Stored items
▬▬▬▬▬▬
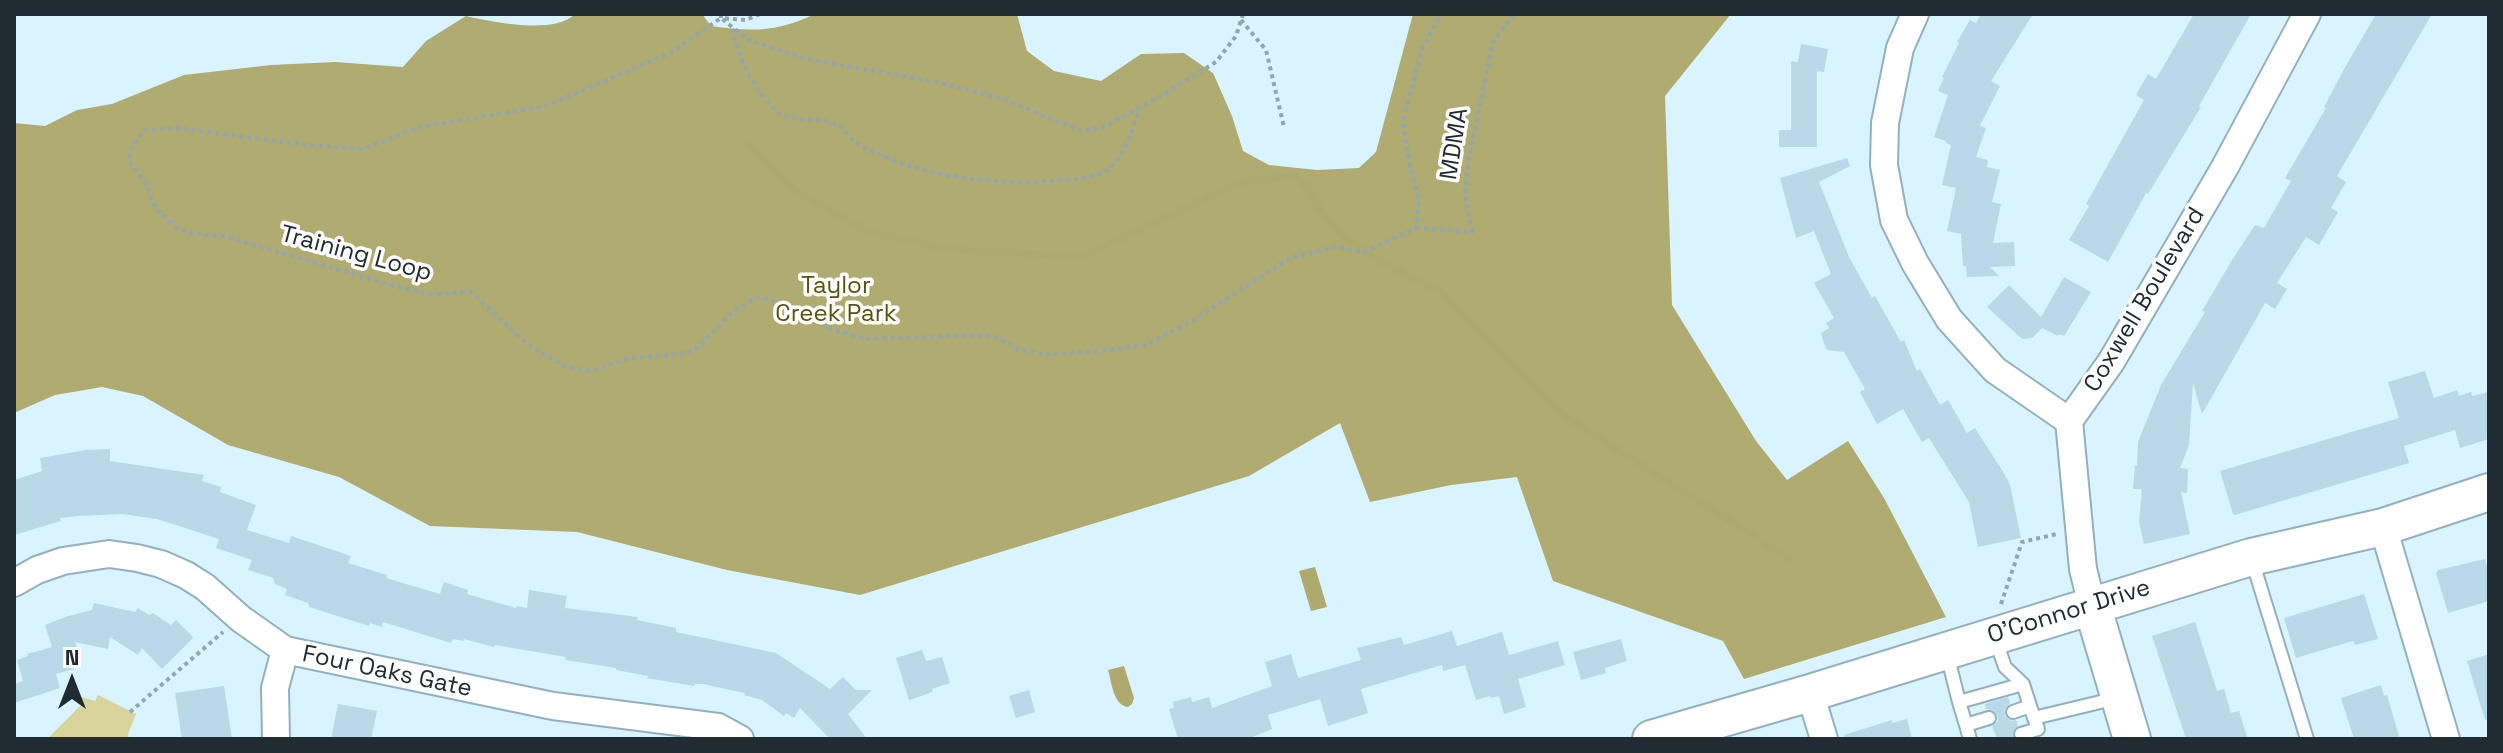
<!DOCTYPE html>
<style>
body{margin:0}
#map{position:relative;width:2503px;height:753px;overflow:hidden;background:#d9f3ff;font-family:"Space Grotesk",sans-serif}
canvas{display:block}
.frame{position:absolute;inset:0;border:16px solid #202c31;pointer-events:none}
.north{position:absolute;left:32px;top:641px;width:80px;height:80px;-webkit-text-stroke:6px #fff;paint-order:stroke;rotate:0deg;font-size:22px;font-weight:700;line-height:32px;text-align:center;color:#202c31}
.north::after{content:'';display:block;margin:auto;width:28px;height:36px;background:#202c31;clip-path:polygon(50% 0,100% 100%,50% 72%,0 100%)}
</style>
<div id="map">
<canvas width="2503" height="753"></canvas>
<div class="frame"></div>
<div class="north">N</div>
</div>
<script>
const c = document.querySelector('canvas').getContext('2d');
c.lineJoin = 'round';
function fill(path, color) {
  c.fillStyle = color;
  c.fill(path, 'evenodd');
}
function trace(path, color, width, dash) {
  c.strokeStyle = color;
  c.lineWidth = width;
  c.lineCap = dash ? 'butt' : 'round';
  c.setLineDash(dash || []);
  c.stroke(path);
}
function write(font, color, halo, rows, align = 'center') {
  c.font = font + ' "Space Grotesk",sans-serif';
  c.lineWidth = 7;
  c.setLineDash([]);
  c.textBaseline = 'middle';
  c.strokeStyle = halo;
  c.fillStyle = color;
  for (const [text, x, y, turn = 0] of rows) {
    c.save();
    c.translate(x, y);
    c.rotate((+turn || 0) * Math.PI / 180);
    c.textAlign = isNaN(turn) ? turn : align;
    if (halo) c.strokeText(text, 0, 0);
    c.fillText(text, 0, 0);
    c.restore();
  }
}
const green = new Path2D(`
 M98,695L136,714L128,734L129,739H47L80,706L82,697L95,701Z`);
const forest = new Path2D(`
 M575,14H702L711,26C752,32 777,32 815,14H1017L1027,51L1054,71L1101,81L1141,54L1184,53L1213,73L1232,116L1243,151L1269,165L1317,170L1359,168L1376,152L1413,14H1731L1665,96L1672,305L1756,441L1787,480L1848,441L1884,498L1946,617L1744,679L1723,641L1553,581L1517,477L1451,485L1370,502L1340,423L1249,476L860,595L727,570L577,532L430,526L339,477L228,445L143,396L102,387L55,395L14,413V123L45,126L77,110L112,104L184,75L271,65L335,62L403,67L426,41L466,16C493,22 554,35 575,14Z`);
const water = new Path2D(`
 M1315,567L1327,607L1311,611L1299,571Z
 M1124,666L1134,698L1132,704L1128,707C1113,705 1112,683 1108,670Z`);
const stream = new Path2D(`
 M747,142L794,190L869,232L953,250L1083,256L1244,181L1294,177L1308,187L1323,214L1335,229L1364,252L1406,275L1442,292L1566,417L1790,559`);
const building = new Path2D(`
 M1981,14H2033L1991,81L2000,86L1980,126L1986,128L1976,157L1988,160L1987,167L2000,170L1992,202L2001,204L1993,243L2014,242L2015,266L1990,267L1999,276L1967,277L1966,266H1963L1961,234L1947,231L1956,188L1942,185L1951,145L1946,143V141L1934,137L1948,95L1938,91L1944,78L1942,77L1959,43L1957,42L1970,20L1976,23Z
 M2194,14H2251L2199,106L2201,107L2148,194L2146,193L2108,262L2069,240L2089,206L2086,204L2144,100L2136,95L2148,74L2156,79Z
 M2376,14H2432L2337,176L2346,182L2331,208L2338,212L2319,245L2306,237L2277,283L2287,289L2275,309L2265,303L2202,414L2193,383L2189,445L2180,468L2188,469L2187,493L2181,492L2190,534L2144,544L2139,522L2142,489H2133L2135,465L2137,466L2138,442L2161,385L2205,312L2202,311L2232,260L2255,225L2264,228L2291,181L2285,178L2326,108L2324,107L2343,71Z
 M1801,44L1828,49L1824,72L1817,71V147H1779V130H1791V61L1798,62Z
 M1847,158L1850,166L1819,182L1849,257L1872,298L1875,296L1901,342L1904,340L1917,371L1920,369L1940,405L1948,400L1967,433L1975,428L2005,475L2010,485L2021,538L1978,547L1969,502L1929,438L1922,442L1903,409L1877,424L1860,392L1865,389L1844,352L1827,350L1824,343L1821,333L1829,328L1826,323L1834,318L1814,283L1831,274L1814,231L1796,238L1780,178Z
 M2064,277L2091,292L2064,336L2059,334L2058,336L2042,328L2032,338L2022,339L1987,307L2009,285L2041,317Z
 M2425,371L2434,398L2457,390L2459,396L2471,392L2472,396L2489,392V439L2460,448L2455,430L2404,446L2409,463L2235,515L2233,514L2220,471L2399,418L2388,382Z
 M110,449V461L204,475L202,481L221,487L220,492L256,505L247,530L289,543L291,536L351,556L348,563L387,575L386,578L440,594L444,582L468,590L467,594L516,608L517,606L527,608L529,590L567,596L565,608L638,617L637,620L676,628V632L776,653L830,689L843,677L856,690H872L848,714L867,739H830L800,708L794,718L786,713L784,716L762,700L744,695L745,693L703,684H695L694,686L647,678L648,676L616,670V668L565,660L566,657L495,645L494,647L464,639L463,641L453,639L451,643L383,622L382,627L370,623L369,626L309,607L308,603L285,595L287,589L275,584L273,578L248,570L252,560L216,548L219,539L157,519L122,514L80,516L60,518L61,521L14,535V480L42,471L40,458L86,450Z
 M2485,559L2489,574V601L2448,613L2436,573L2438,570Z
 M2364,594L2378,639L2355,645L2353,641L2296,658L2284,618Z
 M94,603L135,612L138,608L149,615L153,613L171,625L176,620L193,637L192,639L162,669L142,648L138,655L110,637L108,649L75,642L79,655L70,658L74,669L56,674L60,688L14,703V684L23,681L17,660L28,656L27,654L52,647L45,625L65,617L92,610Z
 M2195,622L2217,691L2224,689L2231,713L2239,711L2248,739H2186L2152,636Z
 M1452,631L1457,646L1502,632L1509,655L1558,641L1565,665L1518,679L1526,707L1504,714L1499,696L1491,698L1490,696L1476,700L1465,665L1443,671L1442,665L1361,689L1368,713L1328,726L1320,699L1268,715L1272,729L1248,739H1178L1169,709L1174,708L1173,702L1191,697L1192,702L1209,697L1212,708L1272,686L1265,662L1291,654L1298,678L1361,660L1357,648L1401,637L1404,645Z
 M1621,639L1627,661L1605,668L1606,673L1581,680L1573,652Z
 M922,650L926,661L942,657L950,683L932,689L933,692L909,700L896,658Z
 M2489,654V719L2485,720L2467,661Z
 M2381,685L2384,696L2387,695L2400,739H2354L2341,698Z
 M224,686L232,739H182L175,693Z
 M1029,690L1035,712L1016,718L1009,696Z
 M2008,697L2010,703L2004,710L2005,716L2011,721L2016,720L2018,726L2013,731L2014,739H1997L1992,726L1998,721L1997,715L1992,710L1986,709L1985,704Z
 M338,704L377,711L371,739H331Z
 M1907,719L1912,739H1845L1844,735L1892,720V723Z`);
const path = new Path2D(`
 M721,14V18L745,20L760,14
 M1243,14L1236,36L1216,62L1159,97L1103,127L1081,131L1003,99L936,82L807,59L748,40L721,18L670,53L546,106L419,127L363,149L307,145L176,128L145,130L132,146L129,162L146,184L156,209L177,228L193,234L224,236L394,286L430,294L471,292L526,343L564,366L590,371L631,358L671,355L695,350L735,310L758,297L783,303L829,328L864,339L992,335L1018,349L1047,355L1100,351L1146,345L1195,319L1290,258L1335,247L1364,252L1416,228L1419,199L1409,163L1403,121L1423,47L1441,14
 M1241,20L1266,50L1284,127
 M732,29C737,55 757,97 779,113C795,123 816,117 833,123C844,127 851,140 861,146C868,150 876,153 883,156C937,180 1006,185 1064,180C1078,179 1099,177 1110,168C1126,154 1133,126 1140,107
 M1416,228L1472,232L1465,192L1470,152L1493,42L1514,14
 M2001,604L2022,542L2057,534
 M130,712L223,632`);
const service = new Path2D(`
 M2252,560L2307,739
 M1996,641L2005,667L2023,684
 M1947,654L1959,702
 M2013,712L2030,706L2038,729L2021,734
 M2034,718L2117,698
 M1966,725L1959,702L2023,684L2030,706
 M1970,739L1966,725L1989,718`);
const minor = new Path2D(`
 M1915,14L1900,48L1885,123L1884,165L1894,220L1915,263L1949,319L1995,370L2069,421
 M2383,527L2446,739
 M14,583L37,570L63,561L109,554L137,558L161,564L186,575L205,587L241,619L285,650L553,706L718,727L740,739
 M2092,605L2083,569L2069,421L2111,362L2225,167L2307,14
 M1810,693L1824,739
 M276,739L275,688L285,650`);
const secondary = new Path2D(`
 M2092,605L2132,739
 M1651,739L1810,693L2251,557L2383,527L2489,492`);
const streetNames = [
 ["MDMA",1455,144,-81],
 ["Training Loop",356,254,15],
 ["Coxwell Boulevard",2145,300,-59],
 ["O'Connor Drive",2069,612,-17],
 ["Four Oaks Gate",387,672,12]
];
const parkNames = [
 ["Taylor",836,286],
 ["Creek Park",836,314]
];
fill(green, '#d9d49c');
fill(forest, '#b0ab71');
fill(water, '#aea96f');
trace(stream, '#aea96f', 7);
fill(building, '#b9d9e8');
trace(service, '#92b0be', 16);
trace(minor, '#92b0be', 30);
trace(secondary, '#92b0be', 40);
trace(path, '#91a6af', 4, [4, 4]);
trace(service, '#fff', 12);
trace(minor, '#fff', 26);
trace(secondary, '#fff', 36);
write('24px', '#202c31', '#fff', streetNames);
write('24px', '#59530b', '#fff', parkNames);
</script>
▬▬▬▬▬▬
__AIM OF THE TASK__
Lines containing the word "strokeStyle" are to be pulled from the records and copied.

__WRITTEN ANSWER__
  c.strokeStyle = color;
  c.strokeStyle = halo;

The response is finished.